(STORED DATA)
=======
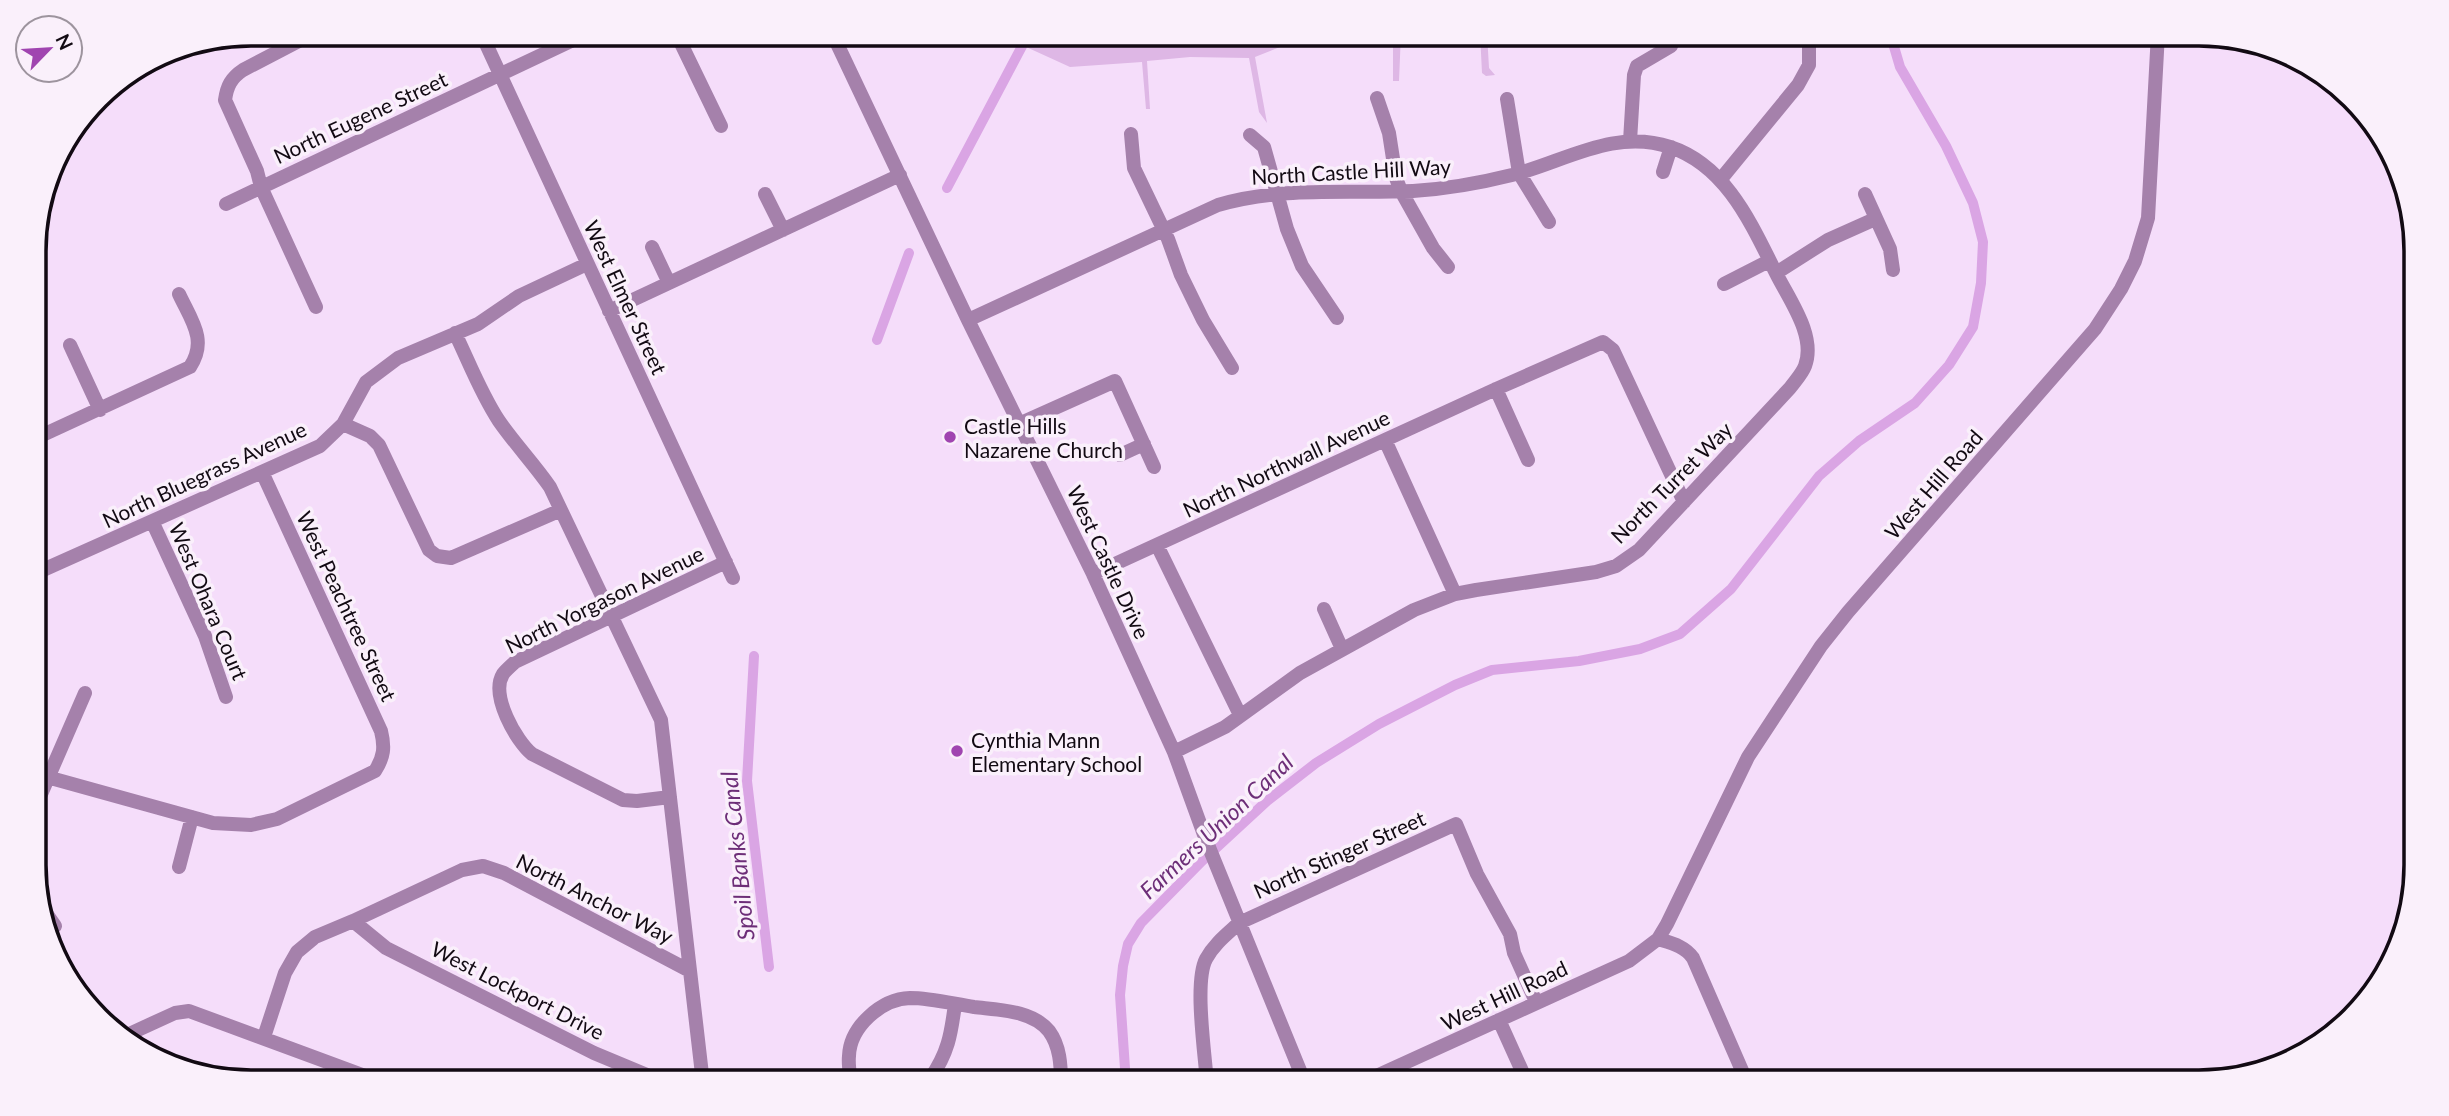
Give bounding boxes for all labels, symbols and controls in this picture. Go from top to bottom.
=======
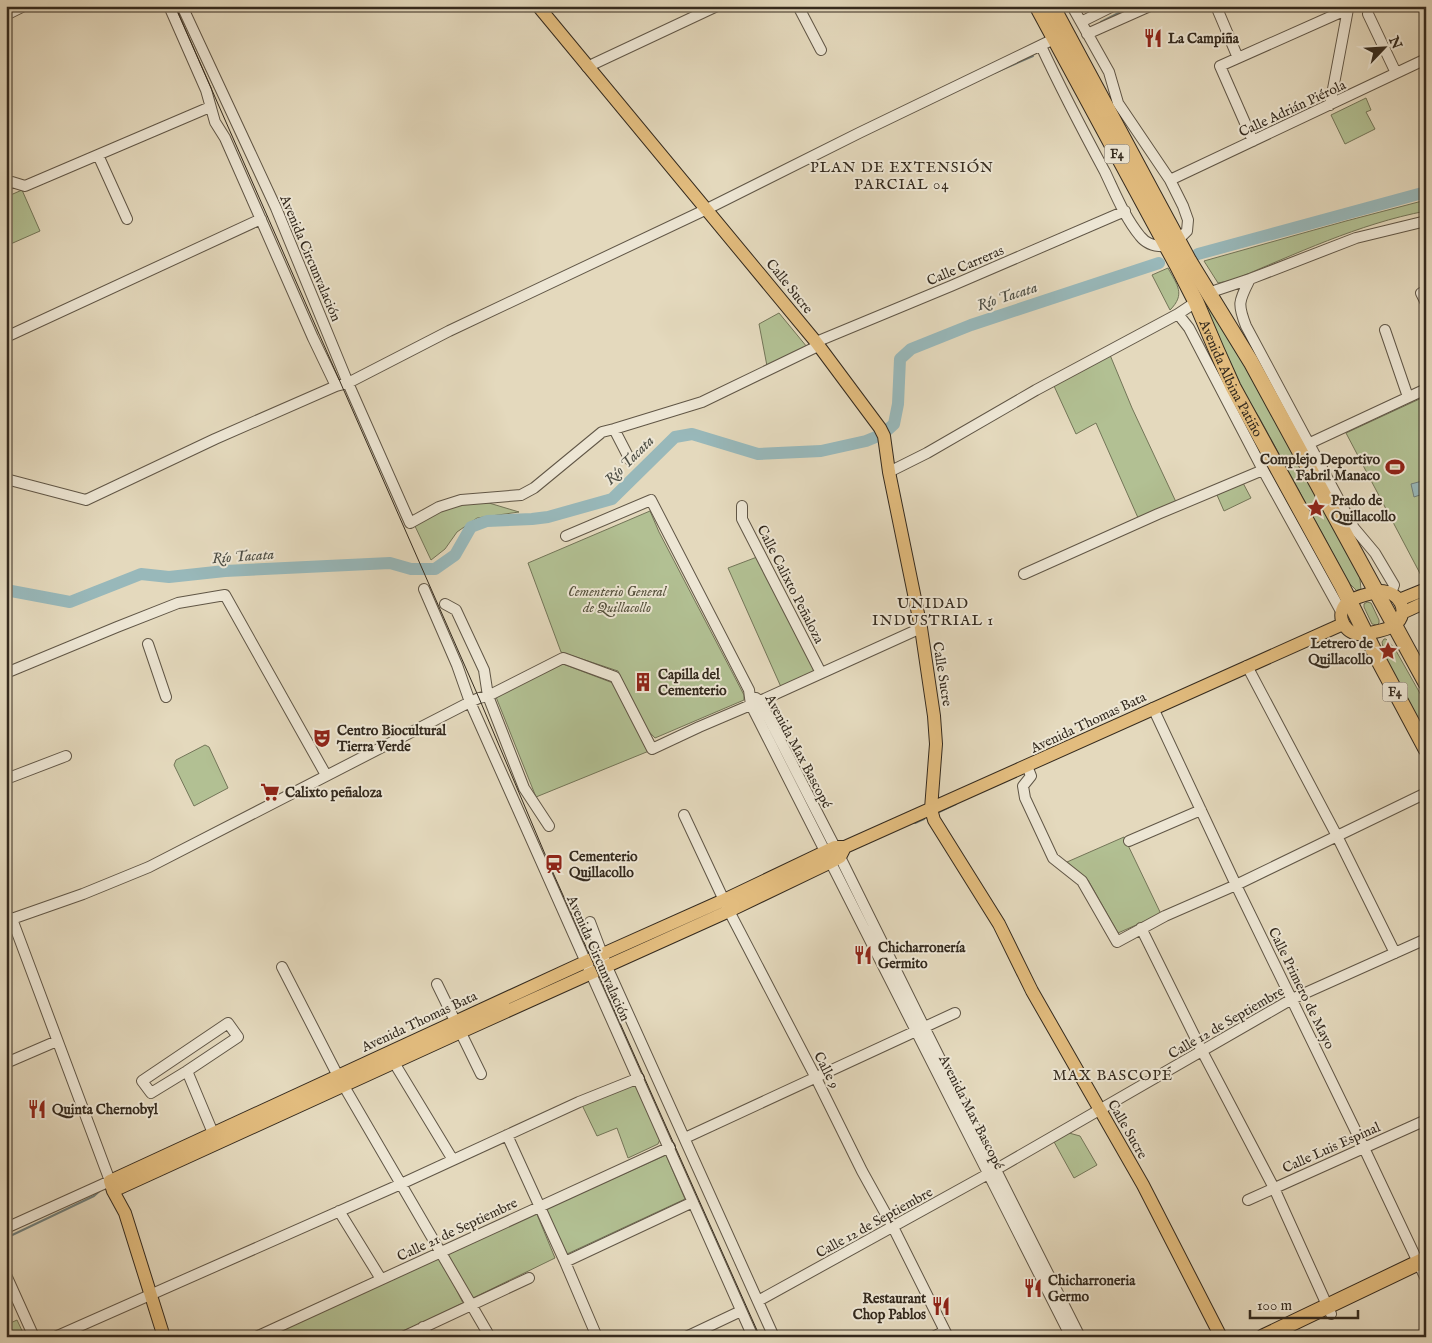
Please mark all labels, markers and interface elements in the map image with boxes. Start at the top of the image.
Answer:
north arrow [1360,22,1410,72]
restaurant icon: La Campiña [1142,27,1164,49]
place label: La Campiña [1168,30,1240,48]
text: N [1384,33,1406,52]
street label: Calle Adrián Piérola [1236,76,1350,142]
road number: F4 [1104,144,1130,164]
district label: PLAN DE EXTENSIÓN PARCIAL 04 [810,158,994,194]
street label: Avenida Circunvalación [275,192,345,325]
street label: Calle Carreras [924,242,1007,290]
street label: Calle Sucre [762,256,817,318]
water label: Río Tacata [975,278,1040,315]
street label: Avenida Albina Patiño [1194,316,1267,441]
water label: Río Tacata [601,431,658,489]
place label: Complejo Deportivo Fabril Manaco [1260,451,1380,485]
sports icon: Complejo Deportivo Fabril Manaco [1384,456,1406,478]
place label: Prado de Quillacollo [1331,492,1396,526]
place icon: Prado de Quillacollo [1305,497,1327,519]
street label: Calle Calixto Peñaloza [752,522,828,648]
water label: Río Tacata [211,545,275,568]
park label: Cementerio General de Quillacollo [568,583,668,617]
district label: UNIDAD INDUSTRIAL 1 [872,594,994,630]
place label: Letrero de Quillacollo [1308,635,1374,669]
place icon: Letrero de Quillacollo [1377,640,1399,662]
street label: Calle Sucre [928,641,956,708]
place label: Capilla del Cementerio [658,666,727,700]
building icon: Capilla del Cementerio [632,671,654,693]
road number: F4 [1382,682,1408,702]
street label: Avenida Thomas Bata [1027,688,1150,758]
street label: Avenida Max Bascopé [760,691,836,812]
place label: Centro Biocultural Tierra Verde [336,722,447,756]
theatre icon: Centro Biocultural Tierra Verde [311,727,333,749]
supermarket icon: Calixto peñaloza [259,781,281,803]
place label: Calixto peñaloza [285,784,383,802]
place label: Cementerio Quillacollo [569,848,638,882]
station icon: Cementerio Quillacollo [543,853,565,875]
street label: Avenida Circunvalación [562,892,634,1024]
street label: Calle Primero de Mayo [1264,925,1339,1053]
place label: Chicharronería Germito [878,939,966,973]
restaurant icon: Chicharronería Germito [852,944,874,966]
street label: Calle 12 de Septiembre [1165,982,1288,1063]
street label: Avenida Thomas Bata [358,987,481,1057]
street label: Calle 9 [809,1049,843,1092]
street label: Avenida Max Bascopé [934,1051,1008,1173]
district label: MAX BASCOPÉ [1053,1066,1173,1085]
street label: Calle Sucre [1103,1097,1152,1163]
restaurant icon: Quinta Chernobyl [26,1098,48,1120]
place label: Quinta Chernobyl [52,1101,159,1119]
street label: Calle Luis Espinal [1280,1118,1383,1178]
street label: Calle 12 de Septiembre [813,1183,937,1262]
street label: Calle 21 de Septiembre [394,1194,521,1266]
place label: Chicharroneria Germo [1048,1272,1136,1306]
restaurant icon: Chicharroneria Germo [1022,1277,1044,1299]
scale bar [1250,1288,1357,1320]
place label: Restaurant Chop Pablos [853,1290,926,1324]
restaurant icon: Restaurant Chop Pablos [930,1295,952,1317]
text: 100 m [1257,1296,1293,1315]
=======
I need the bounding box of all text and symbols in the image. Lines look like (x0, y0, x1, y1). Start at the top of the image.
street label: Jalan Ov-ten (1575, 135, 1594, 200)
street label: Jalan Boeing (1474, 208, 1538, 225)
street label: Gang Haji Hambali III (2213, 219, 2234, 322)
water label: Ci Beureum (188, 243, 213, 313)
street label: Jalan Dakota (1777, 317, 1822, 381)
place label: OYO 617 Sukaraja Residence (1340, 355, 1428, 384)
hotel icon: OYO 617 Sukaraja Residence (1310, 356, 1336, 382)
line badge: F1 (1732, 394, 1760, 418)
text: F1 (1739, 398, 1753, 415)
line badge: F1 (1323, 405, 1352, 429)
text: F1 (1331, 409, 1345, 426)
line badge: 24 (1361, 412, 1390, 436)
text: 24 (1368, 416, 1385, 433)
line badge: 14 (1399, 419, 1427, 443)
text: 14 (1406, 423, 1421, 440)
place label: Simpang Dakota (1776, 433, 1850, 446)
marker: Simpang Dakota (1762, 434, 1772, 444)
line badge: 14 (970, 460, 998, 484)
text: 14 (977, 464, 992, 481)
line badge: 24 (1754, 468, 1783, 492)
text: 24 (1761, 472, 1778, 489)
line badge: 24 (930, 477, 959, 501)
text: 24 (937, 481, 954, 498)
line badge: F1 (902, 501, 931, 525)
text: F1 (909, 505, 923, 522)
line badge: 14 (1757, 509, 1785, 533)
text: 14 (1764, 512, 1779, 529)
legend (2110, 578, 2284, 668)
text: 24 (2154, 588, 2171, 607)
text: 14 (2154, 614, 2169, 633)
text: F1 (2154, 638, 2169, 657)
=======
(DIRECTIONS) Read the listing above, then copy every line that includes the string "boxes".

(ANSWER BOX)
Give bounding boxes for all labels, symbols and controls in this picture. Go from top to bottom.
Please mark all labels, markers and interface elements in the map image with boxes. Start at the top of the image.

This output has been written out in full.